You don’t like you have anxiety!

When I declare social anxiety, I normally hear a response such as “you don’t look like you have anxiety!”

Helen Tite showing off her new hair colour

Don’t feel sad for me, I am positive that this will improve. I have removed many of the triggers from my life (including some “friends”). Not just that, I helped myself with my diet, juicing, reducing my coffee drinking and even changing my activity on social media! There were lots of things putting me into the “sympathetic state”!

In my sharing over my own anxiety I have met new friends who understand where I am coming from. I have made positive changes in my life to help my recovery. I feel like that I am now on the right path and there is no way I could have shared this 3 months ago with anyone.

Don’t believe everything you think

Most of the time I am under control and do all the right things to manage my health. Recently, I had shingles and the medication exacerbated by mental health symptoms which in my head had set me back. Actually, I know what is going on and that is a good thing right? When feeling low, I imply need to let it pass and give myself time.

This is the stuff I stand up and give talks about. It overlaps into menopause. When I speak at events and women’s networks. WE ARE NOT ALONE.

I wish I wasn’t so embarrassed.

Getting over it simply isn’t enough! The battles are less and less and the war is still being waged in my head, even at sleep (when I do sleep). I use sleep APPS.  FREEBIE I have a lovey audio relax I would like to introduce you to.  20 minutes to relax. Simply click and play.

The spontaneous tears drive me mad, I’m no longer any good at wearing makeup (NOTE to self: invest in waterproof mascara). I have a “Showtime Game Face” . If you follow me on social media, you will probably spot it! I am all teeth and tits!

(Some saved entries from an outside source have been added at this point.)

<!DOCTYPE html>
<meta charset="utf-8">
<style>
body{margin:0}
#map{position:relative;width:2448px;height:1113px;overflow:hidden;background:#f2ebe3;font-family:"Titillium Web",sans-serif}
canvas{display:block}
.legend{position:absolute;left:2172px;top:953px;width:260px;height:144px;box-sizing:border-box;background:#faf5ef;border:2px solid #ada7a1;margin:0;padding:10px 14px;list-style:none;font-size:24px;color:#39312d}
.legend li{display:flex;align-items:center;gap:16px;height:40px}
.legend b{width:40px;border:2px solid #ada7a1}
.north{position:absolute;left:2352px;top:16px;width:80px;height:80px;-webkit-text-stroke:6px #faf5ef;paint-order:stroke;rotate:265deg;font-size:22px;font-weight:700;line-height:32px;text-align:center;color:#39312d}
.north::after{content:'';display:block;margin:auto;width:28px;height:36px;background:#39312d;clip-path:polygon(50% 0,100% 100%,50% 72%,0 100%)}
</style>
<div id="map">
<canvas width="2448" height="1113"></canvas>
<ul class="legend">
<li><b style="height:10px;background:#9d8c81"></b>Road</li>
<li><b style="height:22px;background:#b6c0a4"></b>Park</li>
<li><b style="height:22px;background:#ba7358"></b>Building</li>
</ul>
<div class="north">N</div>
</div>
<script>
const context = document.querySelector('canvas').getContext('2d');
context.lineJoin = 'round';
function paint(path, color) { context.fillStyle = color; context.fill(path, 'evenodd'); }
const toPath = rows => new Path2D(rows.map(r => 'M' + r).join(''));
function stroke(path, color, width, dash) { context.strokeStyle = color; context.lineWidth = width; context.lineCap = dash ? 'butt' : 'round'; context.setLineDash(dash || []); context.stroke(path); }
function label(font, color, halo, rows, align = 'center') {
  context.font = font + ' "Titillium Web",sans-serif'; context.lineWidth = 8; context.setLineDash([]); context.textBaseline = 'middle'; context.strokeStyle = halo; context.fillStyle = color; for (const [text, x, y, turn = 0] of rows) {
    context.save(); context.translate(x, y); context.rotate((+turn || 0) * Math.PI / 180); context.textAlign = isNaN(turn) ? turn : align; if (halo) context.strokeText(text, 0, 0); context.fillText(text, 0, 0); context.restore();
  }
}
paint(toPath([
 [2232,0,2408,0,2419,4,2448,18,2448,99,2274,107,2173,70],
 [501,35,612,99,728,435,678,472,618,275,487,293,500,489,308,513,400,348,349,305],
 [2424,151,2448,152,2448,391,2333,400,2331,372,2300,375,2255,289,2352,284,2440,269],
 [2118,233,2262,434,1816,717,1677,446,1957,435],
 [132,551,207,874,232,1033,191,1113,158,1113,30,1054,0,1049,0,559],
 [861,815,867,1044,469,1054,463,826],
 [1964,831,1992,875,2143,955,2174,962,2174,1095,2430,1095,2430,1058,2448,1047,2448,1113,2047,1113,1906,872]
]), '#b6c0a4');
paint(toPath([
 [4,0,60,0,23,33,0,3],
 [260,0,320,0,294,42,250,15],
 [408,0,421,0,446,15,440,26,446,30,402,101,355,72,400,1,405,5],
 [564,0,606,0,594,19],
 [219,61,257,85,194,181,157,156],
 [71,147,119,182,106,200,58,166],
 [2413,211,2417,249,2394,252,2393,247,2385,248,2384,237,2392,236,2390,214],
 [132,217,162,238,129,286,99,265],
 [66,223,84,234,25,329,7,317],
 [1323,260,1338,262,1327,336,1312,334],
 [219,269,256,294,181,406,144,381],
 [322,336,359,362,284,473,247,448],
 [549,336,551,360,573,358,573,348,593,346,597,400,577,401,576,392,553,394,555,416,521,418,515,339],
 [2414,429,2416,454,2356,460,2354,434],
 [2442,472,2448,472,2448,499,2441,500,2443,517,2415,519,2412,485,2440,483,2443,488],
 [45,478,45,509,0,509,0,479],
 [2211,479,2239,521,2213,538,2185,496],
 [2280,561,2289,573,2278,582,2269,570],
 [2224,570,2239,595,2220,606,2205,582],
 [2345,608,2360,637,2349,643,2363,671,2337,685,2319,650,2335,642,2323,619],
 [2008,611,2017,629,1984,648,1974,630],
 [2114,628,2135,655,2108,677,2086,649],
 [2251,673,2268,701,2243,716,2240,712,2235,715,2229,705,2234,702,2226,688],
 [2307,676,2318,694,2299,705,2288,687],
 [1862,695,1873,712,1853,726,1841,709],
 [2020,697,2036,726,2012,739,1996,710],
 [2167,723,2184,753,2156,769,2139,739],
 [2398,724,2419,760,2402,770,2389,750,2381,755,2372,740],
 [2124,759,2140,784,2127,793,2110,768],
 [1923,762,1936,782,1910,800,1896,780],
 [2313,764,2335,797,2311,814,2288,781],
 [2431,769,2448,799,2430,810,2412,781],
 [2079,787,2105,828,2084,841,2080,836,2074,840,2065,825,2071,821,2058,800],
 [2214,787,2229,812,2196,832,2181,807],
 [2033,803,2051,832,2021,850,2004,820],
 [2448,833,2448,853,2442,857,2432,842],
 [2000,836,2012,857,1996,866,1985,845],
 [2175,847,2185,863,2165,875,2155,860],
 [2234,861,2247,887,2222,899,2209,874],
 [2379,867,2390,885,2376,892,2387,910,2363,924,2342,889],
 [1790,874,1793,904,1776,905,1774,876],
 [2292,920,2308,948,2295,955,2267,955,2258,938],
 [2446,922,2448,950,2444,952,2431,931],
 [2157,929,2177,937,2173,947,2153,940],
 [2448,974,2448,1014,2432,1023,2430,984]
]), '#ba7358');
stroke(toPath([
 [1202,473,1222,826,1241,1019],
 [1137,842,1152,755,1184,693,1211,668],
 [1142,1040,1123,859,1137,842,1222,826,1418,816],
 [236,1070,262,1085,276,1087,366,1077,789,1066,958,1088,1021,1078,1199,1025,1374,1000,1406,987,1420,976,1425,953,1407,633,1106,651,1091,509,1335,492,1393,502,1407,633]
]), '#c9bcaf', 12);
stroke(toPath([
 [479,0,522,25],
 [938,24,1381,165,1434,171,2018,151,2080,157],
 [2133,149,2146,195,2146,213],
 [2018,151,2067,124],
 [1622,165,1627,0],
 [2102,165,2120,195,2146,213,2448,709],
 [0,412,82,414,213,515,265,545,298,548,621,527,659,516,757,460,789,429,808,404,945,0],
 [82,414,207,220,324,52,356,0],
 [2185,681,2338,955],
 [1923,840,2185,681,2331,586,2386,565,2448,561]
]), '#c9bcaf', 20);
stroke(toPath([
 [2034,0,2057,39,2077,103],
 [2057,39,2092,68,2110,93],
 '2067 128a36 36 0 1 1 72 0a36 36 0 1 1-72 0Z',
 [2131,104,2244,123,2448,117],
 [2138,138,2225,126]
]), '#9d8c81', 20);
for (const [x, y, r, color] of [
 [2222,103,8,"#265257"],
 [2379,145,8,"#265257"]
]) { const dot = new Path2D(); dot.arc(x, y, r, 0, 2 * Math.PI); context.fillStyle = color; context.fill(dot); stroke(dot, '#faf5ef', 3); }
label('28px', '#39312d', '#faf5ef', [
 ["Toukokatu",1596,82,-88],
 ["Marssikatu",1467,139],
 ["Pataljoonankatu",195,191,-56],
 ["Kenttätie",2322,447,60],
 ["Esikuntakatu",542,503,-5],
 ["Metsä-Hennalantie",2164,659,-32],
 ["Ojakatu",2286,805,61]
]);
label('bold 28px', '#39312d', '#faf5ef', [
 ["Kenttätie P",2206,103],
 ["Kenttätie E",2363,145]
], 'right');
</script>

I have stayed strong for too long and something had to give. I have never dealt with anything as difficult as my own soul. It is time to unite with others, not in a shouting/join a group and beat our chests kind of way, but have a conscious attempt to be kind to others. To have consideration for others as we never really knows what is going on in their own lives.

Anxiety doesn’t stop me anymore. It has made me realise who is important to me. It has made me refocus my life, my loves, my happiness and all the brilliance and opportunities in this wonderful life.

I let the shit go, maybe my words of advice will be to let your own shit go?

I also have learnt that the human body is 90% water, so basically we are a cucumber with anxiety!